_Exercise goal_.
A single number is required: the count of lines in the records below that contain the word "span".

_Records supplied_.

******

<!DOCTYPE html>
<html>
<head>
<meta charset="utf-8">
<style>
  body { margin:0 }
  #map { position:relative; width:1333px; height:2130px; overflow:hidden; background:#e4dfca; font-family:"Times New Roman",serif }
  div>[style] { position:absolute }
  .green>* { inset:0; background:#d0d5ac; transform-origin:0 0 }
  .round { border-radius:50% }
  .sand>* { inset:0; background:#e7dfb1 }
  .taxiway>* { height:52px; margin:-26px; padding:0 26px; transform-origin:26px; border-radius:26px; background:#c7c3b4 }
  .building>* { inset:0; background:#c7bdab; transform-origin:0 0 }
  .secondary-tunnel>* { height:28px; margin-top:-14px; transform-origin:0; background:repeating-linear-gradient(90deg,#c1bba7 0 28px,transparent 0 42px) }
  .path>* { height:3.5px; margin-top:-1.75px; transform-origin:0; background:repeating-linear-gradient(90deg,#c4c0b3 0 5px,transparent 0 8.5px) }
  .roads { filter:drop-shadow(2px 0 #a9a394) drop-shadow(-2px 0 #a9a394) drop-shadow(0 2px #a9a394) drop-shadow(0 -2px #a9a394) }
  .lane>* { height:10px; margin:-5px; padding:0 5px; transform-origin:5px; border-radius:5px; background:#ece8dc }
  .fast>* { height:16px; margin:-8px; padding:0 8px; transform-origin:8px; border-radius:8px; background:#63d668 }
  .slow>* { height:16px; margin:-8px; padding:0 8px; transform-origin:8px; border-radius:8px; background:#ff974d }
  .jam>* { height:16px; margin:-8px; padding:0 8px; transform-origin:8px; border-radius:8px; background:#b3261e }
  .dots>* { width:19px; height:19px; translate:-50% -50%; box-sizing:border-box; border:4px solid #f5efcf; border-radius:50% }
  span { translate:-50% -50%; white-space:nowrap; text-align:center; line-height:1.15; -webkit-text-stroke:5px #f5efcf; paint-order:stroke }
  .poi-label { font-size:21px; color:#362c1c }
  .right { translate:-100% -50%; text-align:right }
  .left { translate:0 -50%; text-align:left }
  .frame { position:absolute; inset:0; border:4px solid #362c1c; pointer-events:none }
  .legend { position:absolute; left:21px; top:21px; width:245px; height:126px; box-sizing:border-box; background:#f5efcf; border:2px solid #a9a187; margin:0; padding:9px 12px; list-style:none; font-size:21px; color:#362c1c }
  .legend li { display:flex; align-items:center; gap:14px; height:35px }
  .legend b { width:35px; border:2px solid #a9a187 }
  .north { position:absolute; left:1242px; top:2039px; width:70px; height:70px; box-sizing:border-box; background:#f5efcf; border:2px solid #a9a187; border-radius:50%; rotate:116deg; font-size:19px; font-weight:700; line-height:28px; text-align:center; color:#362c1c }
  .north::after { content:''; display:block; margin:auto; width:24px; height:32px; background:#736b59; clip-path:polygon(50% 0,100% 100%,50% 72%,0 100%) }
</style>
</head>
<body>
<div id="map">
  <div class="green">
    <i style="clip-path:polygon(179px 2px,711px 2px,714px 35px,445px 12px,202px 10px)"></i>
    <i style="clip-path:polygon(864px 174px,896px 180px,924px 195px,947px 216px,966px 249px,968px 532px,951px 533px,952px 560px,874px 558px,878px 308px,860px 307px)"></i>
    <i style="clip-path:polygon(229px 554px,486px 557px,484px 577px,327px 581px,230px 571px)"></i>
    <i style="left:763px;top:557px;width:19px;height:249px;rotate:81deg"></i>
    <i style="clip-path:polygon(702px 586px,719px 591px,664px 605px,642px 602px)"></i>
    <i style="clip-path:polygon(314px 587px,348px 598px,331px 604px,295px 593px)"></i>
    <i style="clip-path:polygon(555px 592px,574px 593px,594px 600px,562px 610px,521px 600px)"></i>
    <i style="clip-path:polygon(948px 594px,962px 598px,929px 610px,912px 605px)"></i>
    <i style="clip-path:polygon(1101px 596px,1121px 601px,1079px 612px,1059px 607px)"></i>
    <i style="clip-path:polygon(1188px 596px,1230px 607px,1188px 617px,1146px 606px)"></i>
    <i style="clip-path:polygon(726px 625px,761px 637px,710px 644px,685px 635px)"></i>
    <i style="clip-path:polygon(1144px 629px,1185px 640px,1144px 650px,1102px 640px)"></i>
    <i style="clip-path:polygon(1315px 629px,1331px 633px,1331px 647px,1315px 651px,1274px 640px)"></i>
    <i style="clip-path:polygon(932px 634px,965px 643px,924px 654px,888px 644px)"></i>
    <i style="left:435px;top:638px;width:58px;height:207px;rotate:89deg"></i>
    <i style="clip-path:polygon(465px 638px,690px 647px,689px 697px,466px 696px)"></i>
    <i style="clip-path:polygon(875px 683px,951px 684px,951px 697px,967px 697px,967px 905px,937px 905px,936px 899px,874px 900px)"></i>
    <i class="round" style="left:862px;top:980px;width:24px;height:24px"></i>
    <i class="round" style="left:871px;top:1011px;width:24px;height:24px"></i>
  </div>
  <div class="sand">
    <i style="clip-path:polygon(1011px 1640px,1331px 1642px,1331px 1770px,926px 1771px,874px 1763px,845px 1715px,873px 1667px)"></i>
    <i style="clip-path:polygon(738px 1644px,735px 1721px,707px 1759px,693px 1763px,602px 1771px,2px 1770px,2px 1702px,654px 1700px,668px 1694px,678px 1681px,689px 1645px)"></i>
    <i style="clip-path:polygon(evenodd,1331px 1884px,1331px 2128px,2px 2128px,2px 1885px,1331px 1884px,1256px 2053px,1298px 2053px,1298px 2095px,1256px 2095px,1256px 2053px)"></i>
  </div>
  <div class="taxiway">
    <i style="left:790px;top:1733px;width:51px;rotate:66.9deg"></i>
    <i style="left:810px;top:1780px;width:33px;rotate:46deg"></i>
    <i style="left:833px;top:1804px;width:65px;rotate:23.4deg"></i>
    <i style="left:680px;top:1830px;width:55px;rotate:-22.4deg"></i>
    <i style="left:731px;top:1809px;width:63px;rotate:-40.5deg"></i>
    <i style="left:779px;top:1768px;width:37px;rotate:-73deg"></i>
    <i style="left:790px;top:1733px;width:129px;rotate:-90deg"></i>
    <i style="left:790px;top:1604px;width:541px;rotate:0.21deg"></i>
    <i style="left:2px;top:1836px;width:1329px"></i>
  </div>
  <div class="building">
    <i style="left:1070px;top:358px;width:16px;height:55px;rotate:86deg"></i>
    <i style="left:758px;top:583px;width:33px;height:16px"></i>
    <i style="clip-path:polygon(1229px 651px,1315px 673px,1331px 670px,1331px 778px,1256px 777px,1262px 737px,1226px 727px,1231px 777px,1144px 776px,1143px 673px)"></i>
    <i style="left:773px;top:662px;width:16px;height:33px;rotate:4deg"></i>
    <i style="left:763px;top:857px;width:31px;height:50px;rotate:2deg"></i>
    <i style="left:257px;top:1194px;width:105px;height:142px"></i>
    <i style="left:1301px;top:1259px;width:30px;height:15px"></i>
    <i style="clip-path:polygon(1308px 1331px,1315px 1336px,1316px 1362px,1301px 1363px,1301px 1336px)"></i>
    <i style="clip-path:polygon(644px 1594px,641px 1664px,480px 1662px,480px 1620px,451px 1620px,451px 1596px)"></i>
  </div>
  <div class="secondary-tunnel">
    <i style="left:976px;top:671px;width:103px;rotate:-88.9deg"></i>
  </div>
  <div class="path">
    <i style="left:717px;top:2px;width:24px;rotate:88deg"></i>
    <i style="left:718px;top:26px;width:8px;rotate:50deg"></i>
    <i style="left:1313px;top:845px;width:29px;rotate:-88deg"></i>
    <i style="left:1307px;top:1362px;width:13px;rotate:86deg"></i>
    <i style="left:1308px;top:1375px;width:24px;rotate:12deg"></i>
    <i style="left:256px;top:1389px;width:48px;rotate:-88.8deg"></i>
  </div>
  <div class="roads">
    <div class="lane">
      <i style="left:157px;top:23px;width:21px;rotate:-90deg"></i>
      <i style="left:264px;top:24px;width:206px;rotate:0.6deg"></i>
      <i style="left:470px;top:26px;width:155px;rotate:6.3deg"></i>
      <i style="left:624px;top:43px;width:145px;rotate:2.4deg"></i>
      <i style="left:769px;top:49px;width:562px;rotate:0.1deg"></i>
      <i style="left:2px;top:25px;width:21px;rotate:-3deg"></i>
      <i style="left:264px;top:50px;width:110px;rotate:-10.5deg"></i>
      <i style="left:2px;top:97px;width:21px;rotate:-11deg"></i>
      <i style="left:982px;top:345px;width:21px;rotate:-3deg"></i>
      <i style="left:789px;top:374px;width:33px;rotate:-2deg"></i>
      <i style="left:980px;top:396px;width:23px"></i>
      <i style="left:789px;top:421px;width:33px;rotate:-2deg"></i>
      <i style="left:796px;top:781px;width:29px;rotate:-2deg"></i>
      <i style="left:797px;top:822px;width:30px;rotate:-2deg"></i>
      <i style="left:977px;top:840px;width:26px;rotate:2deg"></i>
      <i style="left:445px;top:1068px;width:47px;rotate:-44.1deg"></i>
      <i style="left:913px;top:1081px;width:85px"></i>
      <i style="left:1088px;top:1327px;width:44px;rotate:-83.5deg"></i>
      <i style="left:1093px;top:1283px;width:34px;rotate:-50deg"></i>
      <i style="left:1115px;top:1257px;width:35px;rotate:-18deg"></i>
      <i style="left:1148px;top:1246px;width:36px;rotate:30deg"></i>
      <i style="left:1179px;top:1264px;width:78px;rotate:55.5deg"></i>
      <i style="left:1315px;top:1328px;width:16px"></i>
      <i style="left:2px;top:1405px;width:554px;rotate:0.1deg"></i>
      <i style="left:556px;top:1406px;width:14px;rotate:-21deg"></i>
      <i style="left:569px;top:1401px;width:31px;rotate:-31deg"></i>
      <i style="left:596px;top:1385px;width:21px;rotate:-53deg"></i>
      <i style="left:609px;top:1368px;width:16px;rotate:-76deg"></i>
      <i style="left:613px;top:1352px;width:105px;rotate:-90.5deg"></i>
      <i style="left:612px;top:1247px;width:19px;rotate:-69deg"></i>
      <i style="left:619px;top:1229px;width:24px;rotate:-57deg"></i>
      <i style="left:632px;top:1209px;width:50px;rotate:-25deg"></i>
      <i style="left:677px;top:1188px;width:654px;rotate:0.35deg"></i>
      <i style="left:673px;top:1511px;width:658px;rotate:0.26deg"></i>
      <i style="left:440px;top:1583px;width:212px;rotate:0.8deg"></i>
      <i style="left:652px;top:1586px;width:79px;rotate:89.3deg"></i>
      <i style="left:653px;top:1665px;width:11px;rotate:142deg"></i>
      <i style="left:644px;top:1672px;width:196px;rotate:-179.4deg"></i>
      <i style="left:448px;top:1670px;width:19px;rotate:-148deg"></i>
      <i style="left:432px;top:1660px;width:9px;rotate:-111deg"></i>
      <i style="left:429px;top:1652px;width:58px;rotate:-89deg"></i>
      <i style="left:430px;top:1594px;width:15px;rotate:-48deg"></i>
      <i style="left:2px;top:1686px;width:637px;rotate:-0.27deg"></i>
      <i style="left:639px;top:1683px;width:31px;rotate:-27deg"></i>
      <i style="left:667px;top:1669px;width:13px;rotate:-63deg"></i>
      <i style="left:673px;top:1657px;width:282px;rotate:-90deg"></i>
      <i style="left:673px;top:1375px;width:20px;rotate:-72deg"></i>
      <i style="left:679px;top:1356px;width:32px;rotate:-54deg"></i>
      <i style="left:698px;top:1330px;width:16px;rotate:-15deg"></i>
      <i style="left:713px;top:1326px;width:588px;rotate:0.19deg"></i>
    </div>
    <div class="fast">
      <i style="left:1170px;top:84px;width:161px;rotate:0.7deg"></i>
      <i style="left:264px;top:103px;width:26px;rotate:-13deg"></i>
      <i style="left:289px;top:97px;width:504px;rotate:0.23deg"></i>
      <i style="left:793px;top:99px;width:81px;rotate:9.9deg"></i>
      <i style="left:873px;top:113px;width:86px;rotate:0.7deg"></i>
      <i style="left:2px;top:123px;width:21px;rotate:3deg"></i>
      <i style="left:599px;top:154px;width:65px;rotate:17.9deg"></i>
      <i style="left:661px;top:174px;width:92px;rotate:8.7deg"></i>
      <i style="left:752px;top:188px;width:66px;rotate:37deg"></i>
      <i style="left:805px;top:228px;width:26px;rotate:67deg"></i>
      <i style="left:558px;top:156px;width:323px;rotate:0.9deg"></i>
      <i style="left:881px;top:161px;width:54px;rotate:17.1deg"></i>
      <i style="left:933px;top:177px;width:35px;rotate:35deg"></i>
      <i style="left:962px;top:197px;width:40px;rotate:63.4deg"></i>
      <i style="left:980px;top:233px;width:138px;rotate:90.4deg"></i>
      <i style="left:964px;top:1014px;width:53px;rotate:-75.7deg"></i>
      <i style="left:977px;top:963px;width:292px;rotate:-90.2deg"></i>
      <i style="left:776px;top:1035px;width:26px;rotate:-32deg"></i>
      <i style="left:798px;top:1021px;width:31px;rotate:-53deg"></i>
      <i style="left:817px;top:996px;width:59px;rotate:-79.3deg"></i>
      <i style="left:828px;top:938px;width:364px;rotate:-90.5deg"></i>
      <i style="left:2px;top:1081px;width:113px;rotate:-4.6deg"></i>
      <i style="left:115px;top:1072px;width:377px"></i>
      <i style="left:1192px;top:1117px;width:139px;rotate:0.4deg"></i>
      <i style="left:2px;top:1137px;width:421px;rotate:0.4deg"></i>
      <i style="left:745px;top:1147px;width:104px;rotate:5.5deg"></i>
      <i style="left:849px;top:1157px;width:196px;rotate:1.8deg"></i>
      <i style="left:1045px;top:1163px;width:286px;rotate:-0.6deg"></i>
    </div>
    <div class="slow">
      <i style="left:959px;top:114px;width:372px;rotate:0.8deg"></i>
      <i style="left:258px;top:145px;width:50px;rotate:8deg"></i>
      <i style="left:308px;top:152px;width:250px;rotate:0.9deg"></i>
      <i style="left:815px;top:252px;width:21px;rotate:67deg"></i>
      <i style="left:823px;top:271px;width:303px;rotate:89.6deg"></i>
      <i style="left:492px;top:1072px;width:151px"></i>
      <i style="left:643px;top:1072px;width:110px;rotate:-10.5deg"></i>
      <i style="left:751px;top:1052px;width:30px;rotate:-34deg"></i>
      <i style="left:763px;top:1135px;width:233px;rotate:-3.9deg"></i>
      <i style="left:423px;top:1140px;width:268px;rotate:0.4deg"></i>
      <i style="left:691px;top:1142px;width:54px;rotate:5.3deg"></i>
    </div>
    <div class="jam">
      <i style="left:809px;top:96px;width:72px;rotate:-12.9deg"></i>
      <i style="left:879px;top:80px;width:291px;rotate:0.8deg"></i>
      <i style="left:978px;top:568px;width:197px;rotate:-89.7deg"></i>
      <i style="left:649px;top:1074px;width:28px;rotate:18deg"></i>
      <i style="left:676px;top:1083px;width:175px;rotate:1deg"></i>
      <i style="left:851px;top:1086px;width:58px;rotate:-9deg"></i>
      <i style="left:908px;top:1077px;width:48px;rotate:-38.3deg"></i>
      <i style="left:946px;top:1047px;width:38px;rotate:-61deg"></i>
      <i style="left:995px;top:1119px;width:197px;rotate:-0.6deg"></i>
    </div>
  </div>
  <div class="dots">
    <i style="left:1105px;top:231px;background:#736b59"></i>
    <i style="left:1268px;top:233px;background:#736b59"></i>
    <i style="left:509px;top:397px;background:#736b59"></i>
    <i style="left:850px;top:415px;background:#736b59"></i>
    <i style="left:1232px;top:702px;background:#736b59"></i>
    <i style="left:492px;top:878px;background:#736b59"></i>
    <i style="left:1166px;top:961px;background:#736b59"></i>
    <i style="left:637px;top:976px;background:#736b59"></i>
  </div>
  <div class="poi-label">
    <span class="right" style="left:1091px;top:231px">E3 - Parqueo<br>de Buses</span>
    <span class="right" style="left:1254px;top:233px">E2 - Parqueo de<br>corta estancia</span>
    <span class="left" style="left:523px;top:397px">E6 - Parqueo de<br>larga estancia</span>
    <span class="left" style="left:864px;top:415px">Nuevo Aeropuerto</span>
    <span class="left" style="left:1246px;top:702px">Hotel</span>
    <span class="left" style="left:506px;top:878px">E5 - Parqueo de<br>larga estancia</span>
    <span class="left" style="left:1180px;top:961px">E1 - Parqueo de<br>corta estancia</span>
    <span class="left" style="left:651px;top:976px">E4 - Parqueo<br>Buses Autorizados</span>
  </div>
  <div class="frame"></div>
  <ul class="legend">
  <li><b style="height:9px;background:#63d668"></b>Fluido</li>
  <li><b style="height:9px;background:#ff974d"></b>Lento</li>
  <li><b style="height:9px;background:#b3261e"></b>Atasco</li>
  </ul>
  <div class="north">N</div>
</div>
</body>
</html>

******

_Exercise response_.
9